> _SUPPLIED INFORMATION_
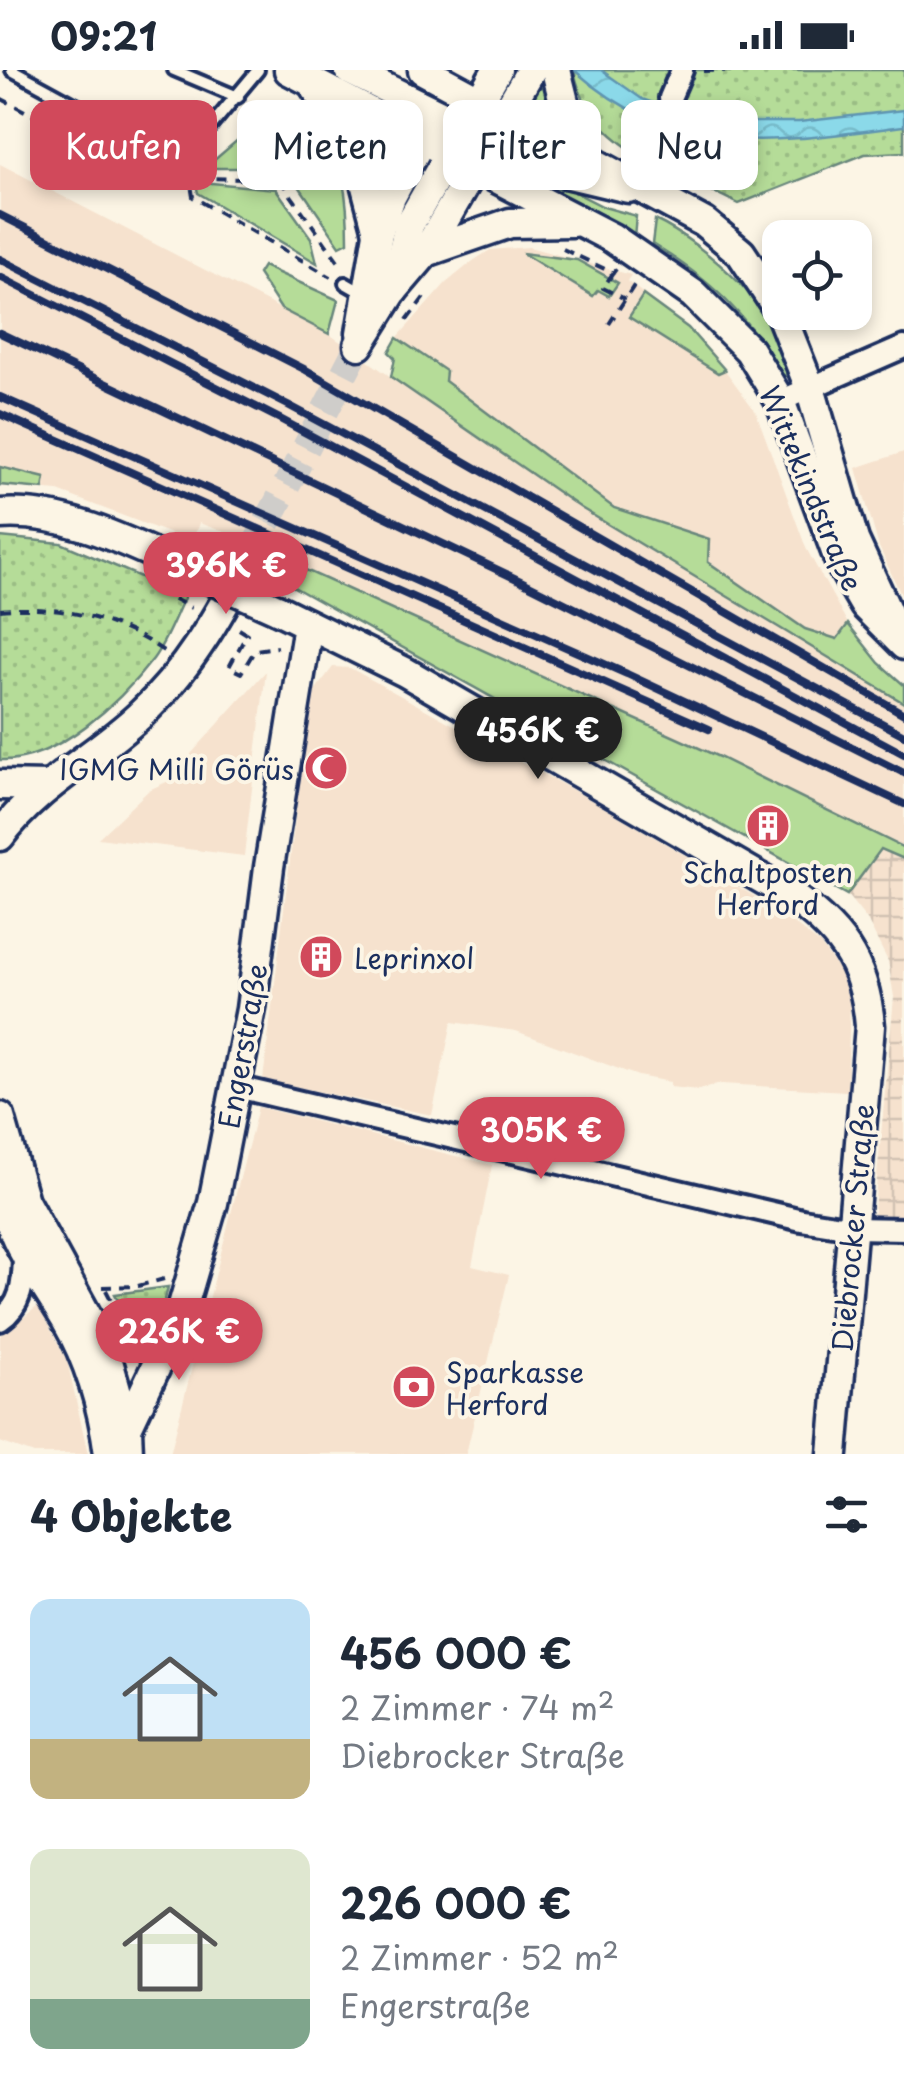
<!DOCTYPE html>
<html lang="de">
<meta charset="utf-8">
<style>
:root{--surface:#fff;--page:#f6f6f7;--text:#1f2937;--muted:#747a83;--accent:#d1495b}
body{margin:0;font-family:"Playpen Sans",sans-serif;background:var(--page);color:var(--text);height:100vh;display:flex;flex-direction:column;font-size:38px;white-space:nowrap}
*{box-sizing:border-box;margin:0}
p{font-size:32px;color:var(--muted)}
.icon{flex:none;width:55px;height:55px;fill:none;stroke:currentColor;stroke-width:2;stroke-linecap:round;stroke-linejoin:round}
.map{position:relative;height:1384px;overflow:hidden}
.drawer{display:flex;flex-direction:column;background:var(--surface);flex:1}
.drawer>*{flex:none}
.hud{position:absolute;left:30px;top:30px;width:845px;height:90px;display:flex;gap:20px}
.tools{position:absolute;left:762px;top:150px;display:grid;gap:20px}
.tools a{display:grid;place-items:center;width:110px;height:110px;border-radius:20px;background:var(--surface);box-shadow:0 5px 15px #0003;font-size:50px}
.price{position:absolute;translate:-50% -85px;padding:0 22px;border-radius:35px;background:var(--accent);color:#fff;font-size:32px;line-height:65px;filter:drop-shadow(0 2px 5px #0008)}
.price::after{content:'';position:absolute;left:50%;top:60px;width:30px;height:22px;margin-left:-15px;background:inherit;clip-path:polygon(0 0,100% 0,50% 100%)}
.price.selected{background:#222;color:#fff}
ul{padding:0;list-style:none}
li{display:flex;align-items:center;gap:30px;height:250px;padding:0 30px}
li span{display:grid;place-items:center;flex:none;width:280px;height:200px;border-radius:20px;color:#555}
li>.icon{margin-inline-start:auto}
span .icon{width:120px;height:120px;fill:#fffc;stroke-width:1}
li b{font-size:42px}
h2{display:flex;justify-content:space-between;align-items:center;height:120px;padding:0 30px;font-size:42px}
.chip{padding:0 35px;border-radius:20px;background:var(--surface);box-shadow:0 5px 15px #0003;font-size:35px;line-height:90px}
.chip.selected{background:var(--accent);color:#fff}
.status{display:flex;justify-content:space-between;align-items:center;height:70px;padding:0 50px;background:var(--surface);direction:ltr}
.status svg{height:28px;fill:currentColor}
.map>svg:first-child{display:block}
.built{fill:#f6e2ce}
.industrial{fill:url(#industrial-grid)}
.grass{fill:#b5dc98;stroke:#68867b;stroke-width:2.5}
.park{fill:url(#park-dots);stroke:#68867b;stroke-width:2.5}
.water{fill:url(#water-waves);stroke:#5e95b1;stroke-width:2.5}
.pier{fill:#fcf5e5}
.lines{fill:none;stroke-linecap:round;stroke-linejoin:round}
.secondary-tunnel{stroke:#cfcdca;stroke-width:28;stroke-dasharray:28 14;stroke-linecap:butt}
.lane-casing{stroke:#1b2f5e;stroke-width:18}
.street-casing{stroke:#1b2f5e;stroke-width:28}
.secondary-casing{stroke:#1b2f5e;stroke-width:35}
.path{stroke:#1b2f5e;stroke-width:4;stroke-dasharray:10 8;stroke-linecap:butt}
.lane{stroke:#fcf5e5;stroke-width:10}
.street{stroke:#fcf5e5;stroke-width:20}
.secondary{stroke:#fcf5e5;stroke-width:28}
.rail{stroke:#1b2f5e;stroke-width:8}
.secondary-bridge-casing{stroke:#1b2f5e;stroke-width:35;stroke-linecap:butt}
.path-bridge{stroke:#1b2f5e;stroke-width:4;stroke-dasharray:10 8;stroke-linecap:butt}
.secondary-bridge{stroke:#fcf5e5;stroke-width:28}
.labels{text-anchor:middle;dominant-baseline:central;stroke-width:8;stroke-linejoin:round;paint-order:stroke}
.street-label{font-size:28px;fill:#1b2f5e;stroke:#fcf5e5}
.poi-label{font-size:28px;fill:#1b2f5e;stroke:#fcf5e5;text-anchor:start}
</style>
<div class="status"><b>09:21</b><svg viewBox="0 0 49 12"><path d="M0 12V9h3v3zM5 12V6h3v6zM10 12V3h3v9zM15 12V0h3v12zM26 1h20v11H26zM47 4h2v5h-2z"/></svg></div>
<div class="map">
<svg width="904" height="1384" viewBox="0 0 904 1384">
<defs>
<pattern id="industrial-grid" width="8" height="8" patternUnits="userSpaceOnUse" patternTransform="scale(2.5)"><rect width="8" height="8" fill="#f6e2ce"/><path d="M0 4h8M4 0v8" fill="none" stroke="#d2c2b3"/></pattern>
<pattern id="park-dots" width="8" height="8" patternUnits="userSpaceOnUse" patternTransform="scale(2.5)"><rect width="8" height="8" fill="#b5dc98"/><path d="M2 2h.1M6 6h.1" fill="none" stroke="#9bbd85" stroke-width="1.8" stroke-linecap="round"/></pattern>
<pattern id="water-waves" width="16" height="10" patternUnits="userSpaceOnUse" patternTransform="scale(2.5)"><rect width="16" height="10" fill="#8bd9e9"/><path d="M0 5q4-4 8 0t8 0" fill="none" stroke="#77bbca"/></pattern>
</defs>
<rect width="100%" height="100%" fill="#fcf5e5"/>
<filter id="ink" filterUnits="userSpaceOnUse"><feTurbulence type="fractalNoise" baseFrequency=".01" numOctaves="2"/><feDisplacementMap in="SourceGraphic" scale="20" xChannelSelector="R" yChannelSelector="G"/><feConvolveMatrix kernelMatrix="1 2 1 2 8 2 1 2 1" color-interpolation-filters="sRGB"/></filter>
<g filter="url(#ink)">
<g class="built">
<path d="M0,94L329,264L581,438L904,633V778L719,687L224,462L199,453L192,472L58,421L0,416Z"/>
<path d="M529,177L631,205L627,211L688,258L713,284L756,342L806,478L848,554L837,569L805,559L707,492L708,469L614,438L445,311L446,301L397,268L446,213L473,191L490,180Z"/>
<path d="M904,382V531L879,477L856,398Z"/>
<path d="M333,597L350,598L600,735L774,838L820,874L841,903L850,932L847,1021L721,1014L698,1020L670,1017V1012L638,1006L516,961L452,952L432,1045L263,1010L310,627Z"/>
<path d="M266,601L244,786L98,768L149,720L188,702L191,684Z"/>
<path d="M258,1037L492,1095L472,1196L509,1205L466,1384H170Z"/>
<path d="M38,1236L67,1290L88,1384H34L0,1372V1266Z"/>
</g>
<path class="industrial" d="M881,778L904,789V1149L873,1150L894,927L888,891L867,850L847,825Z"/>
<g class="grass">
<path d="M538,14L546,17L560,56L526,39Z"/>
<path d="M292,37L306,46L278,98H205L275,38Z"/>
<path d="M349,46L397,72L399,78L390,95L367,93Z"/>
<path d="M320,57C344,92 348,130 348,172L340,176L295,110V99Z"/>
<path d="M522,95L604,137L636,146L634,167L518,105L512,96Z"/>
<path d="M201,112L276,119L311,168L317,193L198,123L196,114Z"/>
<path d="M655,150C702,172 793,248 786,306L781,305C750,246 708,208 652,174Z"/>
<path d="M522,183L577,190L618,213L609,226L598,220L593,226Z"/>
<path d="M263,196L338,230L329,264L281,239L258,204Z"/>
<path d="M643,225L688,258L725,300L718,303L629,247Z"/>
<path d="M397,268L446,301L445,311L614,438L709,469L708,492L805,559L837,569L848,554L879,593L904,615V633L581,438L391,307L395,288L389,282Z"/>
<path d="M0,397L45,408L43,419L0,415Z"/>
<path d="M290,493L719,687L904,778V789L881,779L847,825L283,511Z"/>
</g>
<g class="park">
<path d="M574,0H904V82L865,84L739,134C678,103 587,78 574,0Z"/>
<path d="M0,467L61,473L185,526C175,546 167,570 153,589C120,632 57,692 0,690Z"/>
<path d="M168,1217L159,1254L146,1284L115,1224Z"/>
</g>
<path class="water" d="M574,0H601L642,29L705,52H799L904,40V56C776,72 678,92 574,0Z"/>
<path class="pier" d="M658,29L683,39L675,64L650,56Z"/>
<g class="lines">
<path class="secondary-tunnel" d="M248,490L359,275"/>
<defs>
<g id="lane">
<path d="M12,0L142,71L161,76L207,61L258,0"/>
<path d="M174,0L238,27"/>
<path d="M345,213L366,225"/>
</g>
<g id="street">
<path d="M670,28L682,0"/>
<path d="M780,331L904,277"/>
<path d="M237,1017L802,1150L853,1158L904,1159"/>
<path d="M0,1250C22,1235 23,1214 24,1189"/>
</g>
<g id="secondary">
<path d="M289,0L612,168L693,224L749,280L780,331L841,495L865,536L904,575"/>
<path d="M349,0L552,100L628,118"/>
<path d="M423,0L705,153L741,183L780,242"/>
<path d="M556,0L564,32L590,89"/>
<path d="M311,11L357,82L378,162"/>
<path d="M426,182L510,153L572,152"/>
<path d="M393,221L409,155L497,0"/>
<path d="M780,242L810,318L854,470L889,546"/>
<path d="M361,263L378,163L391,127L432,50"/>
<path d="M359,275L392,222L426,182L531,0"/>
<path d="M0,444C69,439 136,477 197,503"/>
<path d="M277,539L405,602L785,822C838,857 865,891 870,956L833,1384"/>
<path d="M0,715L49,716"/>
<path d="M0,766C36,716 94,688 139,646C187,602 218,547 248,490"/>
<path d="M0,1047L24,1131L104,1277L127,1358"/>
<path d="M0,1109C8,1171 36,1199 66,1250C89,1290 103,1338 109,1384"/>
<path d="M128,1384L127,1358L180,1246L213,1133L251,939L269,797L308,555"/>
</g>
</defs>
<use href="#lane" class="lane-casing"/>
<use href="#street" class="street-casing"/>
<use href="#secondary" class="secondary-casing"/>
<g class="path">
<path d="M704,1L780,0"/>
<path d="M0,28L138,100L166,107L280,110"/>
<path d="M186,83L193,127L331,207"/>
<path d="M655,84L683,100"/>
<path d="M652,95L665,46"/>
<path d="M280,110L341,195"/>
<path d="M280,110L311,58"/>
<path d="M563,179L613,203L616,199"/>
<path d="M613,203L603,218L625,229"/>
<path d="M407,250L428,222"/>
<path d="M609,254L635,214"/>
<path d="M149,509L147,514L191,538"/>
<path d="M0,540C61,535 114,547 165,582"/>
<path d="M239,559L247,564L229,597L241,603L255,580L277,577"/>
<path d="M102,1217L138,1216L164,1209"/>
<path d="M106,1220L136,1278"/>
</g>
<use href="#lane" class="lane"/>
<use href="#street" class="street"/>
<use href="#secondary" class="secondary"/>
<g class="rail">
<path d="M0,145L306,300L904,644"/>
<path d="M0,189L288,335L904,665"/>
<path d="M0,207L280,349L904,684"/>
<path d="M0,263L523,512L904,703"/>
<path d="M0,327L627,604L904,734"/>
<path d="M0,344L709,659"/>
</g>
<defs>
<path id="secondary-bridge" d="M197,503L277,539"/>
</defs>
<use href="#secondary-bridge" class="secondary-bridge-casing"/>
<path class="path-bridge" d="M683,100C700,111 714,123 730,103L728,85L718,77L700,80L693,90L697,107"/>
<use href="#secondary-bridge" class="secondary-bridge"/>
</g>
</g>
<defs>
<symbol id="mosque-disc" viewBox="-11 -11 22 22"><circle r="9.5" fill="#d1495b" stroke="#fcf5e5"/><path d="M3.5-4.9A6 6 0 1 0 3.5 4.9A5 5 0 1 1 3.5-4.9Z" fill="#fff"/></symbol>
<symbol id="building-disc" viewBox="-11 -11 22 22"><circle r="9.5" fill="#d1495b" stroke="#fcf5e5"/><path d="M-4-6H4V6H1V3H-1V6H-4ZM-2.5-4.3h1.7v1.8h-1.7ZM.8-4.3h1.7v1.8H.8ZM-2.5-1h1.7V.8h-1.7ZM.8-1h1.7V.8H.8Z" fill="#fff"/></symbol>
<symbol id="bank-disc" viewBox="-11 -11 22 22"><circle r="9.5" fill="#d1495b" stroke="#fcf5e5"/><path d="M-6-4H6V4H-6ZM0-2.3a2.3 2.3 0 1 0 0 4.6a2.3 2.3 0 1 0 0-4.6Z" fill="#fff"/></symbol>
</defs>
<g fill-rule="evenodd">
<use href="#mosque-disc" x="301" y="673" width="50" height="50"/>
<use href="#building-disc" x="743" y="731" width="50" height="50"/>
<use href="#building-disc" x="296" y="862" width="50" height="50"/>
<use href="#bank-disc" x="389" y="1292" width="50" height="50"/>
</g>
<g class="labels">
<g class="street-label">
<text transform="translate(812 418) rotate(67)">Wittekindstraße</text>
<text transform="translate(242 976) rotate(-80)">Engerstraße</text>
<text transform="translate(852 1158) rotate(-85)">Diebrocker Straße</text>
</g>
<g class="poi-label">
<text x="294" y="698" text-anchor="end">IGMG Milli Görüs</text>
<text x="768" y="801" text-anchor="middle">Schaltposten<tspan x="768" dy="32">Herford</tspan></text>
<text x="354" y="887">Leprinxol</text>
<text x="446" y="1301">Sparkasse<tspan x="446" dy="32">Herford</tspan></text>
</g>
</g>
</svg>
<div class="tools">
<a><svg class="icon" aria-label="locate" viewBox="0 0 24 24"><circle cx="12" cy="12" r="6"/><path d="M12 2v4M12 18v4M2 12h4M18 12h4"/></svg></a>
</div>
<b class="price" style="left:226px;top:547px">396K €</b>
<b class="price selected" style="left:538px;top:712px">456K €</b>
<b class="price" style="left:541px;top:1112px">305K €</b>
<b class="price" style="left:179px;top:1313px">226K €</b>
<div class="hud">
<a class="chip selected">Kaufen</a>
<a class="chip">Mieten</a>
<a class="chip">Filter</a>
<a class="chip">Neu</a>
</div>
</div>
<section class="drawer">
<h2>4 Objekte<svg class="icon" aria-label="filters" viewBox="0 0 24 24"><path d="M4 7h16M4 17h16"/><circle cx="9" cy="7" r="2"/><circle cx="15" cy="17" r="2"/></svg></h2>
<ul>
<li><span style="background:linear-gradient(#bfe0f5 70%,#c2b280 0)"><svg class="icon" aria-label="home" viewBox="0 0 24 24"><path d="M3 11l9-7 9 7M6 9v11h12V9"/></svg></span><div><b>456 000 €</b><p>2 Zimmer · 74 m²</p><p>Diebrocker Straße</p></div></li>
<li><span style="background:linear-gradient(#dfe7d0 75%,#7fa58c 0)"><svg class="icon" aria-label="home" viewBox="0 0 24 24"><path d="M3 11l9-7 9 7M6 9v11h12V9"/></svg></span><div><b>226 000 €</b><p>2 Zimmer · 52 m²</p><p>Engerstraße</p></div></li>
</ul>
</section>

> _EXERCISE PROMPT_
What is the number of lines in the material above that carry the word "currentColor"? Respond with that count and nothing more.

> _ANSWER BOX_
2